Lines in the records below that contain the word "dash" must each be copied.
* * * * *
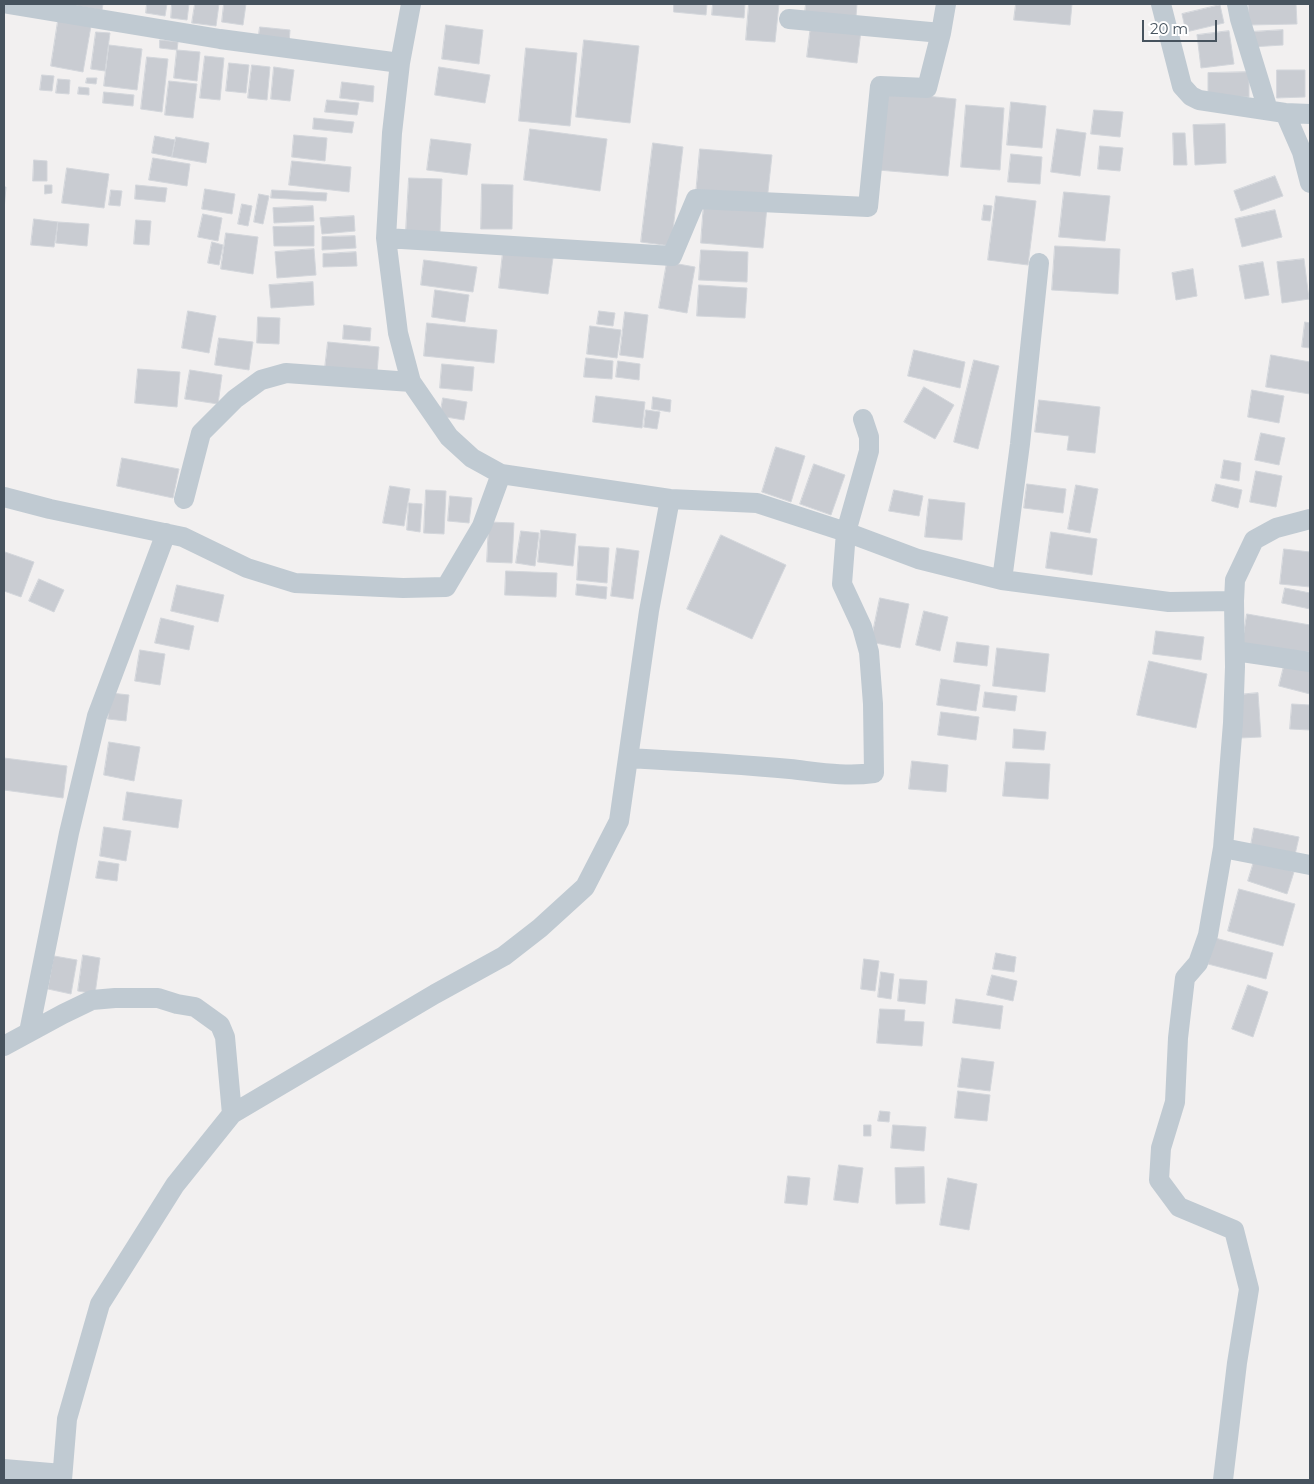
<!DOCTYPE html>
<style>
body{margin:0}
#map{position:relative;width:1314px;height:1484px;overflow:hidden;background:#f2f0f0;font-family:Montserrat,sans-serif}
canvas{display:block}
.frame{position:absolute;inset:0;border:5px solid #47535e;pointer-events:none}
.scale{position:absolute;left:1142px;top:20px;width:75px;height:22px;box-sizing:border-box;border:2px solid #47535e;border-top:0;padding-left:6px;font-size:15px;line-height:18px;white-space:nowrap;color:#47535e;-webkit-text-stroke:4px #fff;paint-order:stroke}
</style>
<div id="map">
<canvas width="1314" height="1484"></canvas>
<div class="frame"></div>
<div class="scale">20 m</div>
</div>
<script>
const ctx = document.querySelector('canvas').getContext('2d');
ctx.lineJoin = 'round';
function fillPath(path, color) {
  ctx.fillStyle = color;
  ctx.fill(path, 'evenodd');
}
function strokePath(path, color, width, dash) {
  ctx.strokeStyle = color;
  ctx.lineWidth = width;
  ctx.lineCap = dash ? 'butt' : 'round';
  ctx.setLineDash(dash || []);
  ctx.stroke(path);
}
const building = new Path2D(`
 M 66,4 L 103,4 L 102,10 Z
 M 147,4 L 167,4 L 165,16 L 146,13 Z
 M 172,4 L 189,4 L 187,20 L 171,18 Z
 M 195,4 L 219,4 L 216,26 L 192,23 Z
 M 224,4 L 246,4 L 243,25 L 222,22 Z
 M 674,4 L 707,4 L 706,15 L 674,12 Z
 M 713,4 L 745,4 L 744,18 L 712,15 Z
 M 749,4 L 779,4 L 775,42 L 746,40 Z
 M 806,4 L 857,4 L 856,17 L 805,12 Z
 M 1016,4 L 1072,4 L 1070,25 L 1014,20 Z
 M 1249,4 L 1296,4 L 1297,24 L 1249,25 Z
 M 1220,5 L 1224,23 L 1186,32 L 1182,14 Z
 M 58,21 L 91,26 L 83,72 L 51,66 Z
 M 446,25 L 483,30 L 479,64 L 442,59 Z
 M 811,25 L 861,31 L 857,63 L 807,57 Z
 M 260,27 L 290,30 L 289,44 L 258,41 Z
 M 1283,30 L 1283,45 L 1251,47 L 1250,32 Z
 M 1229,31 L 1234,64 L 1201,68 L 1197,35 Z
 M 96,32 L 110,33 L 105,71 L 91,69 Z
 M 160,40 L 178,42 L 177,50 L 160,48 Z
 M 584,40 L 639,46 L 630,123 L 576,117 Z
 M 109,45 L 142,49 L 137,90 L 104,86 Z
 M 526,48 L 577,53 L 570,126 L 519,121 Z
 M 177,50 L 200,52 L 197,81 L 174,78 Z
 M 205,56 L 224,58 L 220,100 L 200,98 Z
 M 147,57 L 168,59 L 162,112 L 141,109 Z
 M 229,63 L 249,65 L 246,93 L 226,91 Z
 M 252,65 L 270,67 L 267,100 L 248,98 Z
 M 274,67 L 294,70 L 290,101 L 271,99 Z
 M 439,67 L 490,75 L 485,103 L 435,95 Z
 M 1277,70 L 1305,70 L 1305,97 L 1277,98 Z
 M 1249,72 L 1249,97 L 1208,97 L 1208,73 Z
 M 42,75 L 54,76 L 52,91 L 40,90 Z
 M 87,78 L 97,78 L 96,84 L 86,83 Z
 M 58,79 L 70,80 L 69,94 L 56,93 Z
 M 169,81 L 197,84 L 193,118 L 165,115 Z
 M 342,82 L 374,86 L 373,102 L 340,98 Z
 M 79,87 L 89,88 L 89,95 L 78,94 Z
 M 104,92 L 134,95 L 133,106 L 103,103 Z
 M 886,92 L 956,99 L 948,176 L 878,170 Z
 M 327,100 L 359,103 L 357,115 L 325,112 Z
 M 1011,102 L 1046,106 L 1042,148 L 1007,145 Z
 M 966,105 L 1004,108 L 1000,170 L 961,167 Z
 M 1094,110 L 1123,112 L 1120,137 L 1091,134 Z
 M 314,118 L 354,122 L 352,133 L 313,129 Z
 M 1225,124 L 1226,163 L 1195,165 L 1193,125 Z
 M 530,129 L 607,139 L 600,191 L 524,180 Z
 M 1057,129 L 1086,133 L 1080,176 L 1051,172 Z
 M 1173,133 L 1185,133 L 1187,165 L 1174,165 Z
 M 294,135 L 327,138 L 325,161 L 292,157 Z
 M 155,136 L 175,140 L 172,157 L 152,153 Z
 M 176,137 L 209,143 L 206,163 L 172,157 Z
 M 431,139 L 471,144 L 467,175 L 427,170 Z
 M 653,143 L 683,147 L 671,246 L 641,242 Z
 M 1100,146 L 1123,148 L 1120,171 L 1098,169 Z
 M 700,149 L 772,155 L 767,201 L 696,194 Z
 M 1011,154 L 1042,157 L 1040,184 L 1008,182 Z
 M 153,158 L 190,164 L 187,186 L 149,180 Z
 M 34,160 L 47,161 L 47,181 L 33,181 Z
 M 292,161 L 351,167 L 349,192 L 289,185 Z
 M 67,168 L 109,174 L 104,208 L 62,203 Z
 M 1275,176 L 1283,196 L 1241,211 L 1234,191 Z
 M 409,178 L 442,179 L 440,232 L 406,231 Z
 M 482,184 L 513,185 L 512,229 L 481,229 Z
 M 45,185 L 52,185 L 52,193 L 45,194 Z
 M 136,185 L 167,188 L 165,202 L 135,199 Z
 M 4,187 L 6,187 L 4,210 Z
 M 205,189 L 235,194 L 232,214 L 202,209 Z
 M 111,190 L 122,191 L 120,206 L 109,205 Z
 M 272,190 L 327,193 L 326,201 L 271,198 Z
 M 1064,192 L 1110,196 L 1105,241 L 1059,237 Z
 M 259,194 L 269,196 L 263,224 L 254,222 Z
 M 996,196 L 1036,201 L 1028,265 L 988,260 Z
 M 704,202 L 767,207 L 763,248 L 701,243 Z
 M 242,204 L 252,206 L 248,226 L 238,224 Z
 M 984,205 L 992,206 L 990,221 L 982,220 Z
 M 313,206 L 314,221 L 274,223 L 273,208 Z
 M 1275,210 L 1282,237 L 1242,247 L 1235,219 Z
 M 203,214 L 222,218 L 218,241 L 198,237 Z
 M 354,216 L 355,231 L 322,234 L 320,218 Z
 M 34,219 L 58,222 L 54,247 L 31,245 Z
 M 136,220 L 151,221 L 149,245 L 134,244 Z
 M 58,222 L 89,224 L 87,246 L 56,243 Z
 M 314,226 L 314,246 L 274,246 L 273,227 Z
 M 226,233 L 258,237 L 253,274 L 221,269 Z
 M 355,236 L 356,248 L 322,250 L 322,237 Z
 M 212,242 L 223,245 L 219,265 L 208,263 Z
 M 1055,246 L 1120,249 L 1118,294 L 1052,290 Z
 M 314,249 L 316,275 L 277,278 L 275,252 Z
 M 701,250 L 748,252 L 747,282 L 699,280 Z
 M 356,252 L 357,266 L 323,267 L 323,254 Z
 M 503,252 L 553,258 L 548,294 L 499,288 Z
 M 1304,259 L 1309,299 L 1282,303 L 1277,262 Z
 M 424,260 L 477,267 L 473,292 L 421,285 Z
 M 667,262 L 695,267 L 687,313 L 659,308 Z
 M 1263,262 L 1269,295 L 1245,299 L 1239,266 Z
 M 1193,269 L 1197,296 L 1176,300 L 1172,273 Z
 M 313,282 L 314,305 L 271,308 L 269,285 Z
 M 699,285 L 747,288 L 745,318 L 697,316 Z
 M 435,290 L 469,295 L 465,322 L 432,317 Z
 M 188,311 L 216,316 L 209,353 L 182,348 Z
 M 599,311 L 615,313 L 613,326 L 597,324 Z
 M 625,312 L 648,315 L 643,358 L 620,355 Z
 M 258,317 L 280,318 L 279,344 L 257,343 Z
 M 1305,322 L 1310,323 L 1310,348 L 1302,347 Z
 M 427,323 L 497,330 L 494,363 L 424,356 Z
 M 344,325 L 371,328 L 370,341 L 343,339 Z
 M 590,326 L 621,330 L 617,358 L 587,354 Z
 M 219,338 L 253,342 L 249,370 L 215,365 Z
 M 328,342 L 379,347 L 377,373 L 325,368 Z
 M 914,350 L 965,362 L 960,388 L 908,376 Z
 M 1271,355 L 1310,362 L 1310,394 L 1266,387 Z
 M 586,358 L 613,361 L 612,379 L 584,377 Z
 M 974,360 L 999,366 L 978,449 L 954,442 Z
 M 618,361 L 640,364 L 639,380 L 616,377 Z
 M 442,364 L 474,367 L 472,391 L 440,388 Z
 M 138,369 L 180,372 L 177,407 L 135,403 Z
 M 190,370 L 222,375 L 218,404 L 185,399 Z
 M 924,387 L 954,405 L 935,439 L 904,422 Z
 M 1252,390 L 1284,396 L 1279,423 L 1248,417 Z
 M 596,396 L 645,402 L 642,428 L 593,422 Z
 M 653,397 L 671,400 L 670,412 L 652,409 Z
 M 443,398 L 467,402 L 464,420 L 440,416 Z
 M 1039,400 L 1100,407 L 1095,453 L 1067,450 L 1069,436 L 1035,432 Z
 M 646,410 L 660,412 L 657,429 L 644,427 Z
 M 1261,433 L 1285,438 L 1279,465 L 1255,460 Z
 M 776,447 L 805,456 L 791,502 L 762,492 Z
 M 122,458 L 179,469 L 173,498 L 117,486 Z
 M 1224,460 L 1241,463 L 1239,481 L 1221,478 Z
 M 814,464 L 845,475 L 831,515 L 800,504 Z
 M 1256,471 L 1282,476 L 1276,507 L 1250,502 Z
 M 1027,484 L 1066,489 L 1063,513 L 1024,508 Z
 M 1216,484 L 1242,490 L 1238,508 L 1212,501 Z
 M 1076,485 L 1098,489 L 1090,533 L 1068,529 Z
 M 390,486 L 410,489 L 404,526 L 383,523 Z
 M 426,490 L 446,491 L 444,534 L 424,533 Z
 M 894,490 L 923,496 L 919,516 L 889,511 Z
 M 450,496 L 472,498 L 469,523 L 448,521 Z
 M 929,499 L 965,503 L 962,540 L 925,537 Z
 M 409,503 L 422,504 L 420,532 L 407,530 Z
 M 489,522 L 514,523 L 512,563 L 487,562 Z
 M 541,530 L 576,534 L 573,566 L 538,562 Z
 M 521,531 L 539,533 L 535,566 L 516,563 Z
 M 1051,532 L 1097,539 L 1092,575 L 1046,568 Z
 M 721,535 L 786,565 L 752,639 L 687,609 Z
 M 579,546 L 609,548 L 607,583 L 577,580 Z
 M 617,548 L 639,551 L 633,599 L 611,596 Z
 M 1284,549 L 1310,552 L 1310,587 L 1280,584 Z
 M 5,552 L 34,562 L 21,597 L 4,591 L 4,556 Z
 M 506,571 L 557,573 L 556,597 L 505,595 Z
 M 39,579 L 64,590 L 54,612 L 29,601 Z
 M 577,584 L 607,587 L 606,599 L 576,595 Z
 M 177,585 L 224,595 L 218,622 L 171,611 Z
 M 1285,588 L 1310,593 L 1310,609 L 1282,603 Z
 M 880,598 L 909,604 L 900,648 L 871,642 Z
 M 924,611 L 948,617 L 940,651 L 916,645 Z
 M 1247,614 L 1310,625 L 1310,652 L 1242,646 Z
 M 161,618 L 194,626 L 189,650 L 155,643 Z
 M 1156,631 L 1204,637 L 1201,660 L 1153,654 Z
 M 957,642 L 989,646 L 987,666 L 954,662 Z
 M 997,648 L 1049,654 L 1045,692 L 993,686 Z
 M 140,650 L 165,654 L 160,685 L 135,681 Z
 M 1149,661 L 1207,674 L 1196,728 L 1137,715 Z
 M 1285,662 L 1310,668 L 1310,694 L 1279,686 Z
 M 941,679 L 980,685 L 976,711 L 937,705 Z
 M 985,692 L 1017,696 L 1015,711 L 983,707 Z
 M 111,693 L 129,695 L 126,721 L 108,719 Z
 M 1258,693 L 1261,737 L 1240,738 L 1237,695 Z
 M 1292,704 L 1310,705 L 1310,730 L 1290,729 Z
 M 941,712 L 979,717 L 976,740 L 938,735 Z
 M 1014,729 L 1046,732 L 1044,750 L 1013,748 Z
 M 109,742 L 140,747 L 134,781 L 104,775 Z
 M 4,758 L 67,766 L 63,798 L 4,790 Z
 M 912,761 L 948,765 L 946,792 L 909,789 Z
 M 1006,762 L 1050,764 L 1048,799 L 1003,796 Z
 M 127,792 L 182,800 L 178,828 L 123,820 Z
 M 104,827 L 131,831 L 126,861 L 100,856 Z
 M 1254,828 L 1299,837 L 1294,859 L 1250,851 Z
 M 1255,858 L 1294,872 L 1287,894 L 1248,881 Z
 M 99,861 L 119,864 L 117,881 L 96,878 Z
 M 1239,889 L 1295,904 L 1283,946 L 1228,931 Z
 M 1215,938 L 1273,953 L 1266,979 L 1208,964 Z
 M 996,953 L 1016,957 L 1014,972 L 993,969 Z
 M 83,955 L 100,958 L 95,994 L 78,991 Z
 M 54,956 L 77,960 L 71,994 L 48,989 Z
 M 864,959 L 879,961 L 875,991 L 861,989 Z
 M 881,972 L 894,974 L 891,999 L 878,997 Z
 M 992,975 L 1017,981 L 1013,1001 L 987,995 Z
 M 900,979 L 927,981 L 925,1004 L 898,1001 Z
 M 1248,985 L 1268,992 L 1253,1037 L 1232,1029 Z
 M 956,999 L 1003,1006 L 1000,1029 L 953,1023 Z
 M 880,1009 L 905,1010 L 904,1021 L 924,1022 L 922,1046 L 877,1043 Z
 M 962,1058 L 994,1062 L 990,1091 L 958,1087 Z
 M 958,1091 L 990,1095 L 987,1121 L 955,1118 Z
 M 880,1111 L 890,1112 L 889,1122 L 878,1121 Z
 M 864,1125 L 871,1125 L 871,1136 L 864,1136 Z
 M 893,1125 L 926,1127 L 924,1151 L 891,1148 Z
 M 839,1165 L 863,1168 L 858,1203 L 834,1200 Z
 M 924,1167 L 925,1203 L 896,1204 L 895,1168 Z
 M 788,1176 L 810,1178 L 807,1205 L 785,1203 Z
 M 948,1178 L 977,1184 L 969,1230 L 940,1225 Z`);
const minor = new Path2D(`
 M 8,4 L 220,39 L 400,63
 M 411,4 L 400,63 L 392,133 L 386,238 L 398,333 L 411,382 L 449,437 L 472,458 L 501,474 L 670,499 L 757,503 L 846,532 L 842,584 L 862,627 L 869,652 L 873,704 L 874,773 C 845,777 818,772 790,769 C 736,764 682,761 628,758
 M 1161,4 L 1182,86 L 1191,96 L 1199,100 L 1285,113 L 1310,114
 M 1237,4 L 1240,19 L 1268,110
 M 789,19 L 941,33 L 946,4
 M 1285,113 L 1302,152 L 1310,183
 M 386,238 L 672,256 L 696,199 L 868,207 L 880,86 L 927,88 L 941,33
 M 863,419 L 869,437 L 869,451 L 846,532 L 918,559 L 1002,580 L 1169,602 L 1234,601 L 1235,580 L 1254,540 L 1276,528 L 1310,519
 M 4,497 L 50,509 L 183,537 L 247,568 L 295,583 L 403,588 L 446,587 L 482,526 L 501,474
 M 184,499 L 201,433 L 235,399 L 261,380 L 286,373 L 411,382
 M 1002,580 L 1020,444 L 1039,263
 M 1235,651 L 1310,662
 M 1223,848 L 1310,865
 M 29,1032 L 69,833 L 97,716 L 166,533
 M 4,1046 L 63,1014 L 92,1000 L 115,998 L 158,998 L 177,1004 L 195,1007 L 220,1025 L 225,1037 L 232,1114
 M 4,1469 L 62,1474
 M 62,1480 L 67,1419 L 100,1304 L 175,1185 L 232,1114 L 435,994 L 504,956 L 540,928 L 585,887 L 619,821 L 649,611 L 670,499
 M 1223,1480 L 1237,1363 L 1249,1289 L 1234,1230 L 1179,1207 L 1159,1180 L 1161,1148 L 1175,1102 L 1178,1038 L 1185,978 L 1198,963 L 1208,935 L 1223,848 L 1233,723 L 1235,667 L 1234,601`);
fillPath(building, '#c9ccd2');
strokePath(building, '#d3d6db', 1);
strokePath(minor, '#c0cad2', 20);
</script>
* * * * *
Solved problem:
function strokePath(path, color, width, dash) {
  ctx.lineCap = dash ? 'butt' : 'round';
  ctx.setLineDash(dash || []);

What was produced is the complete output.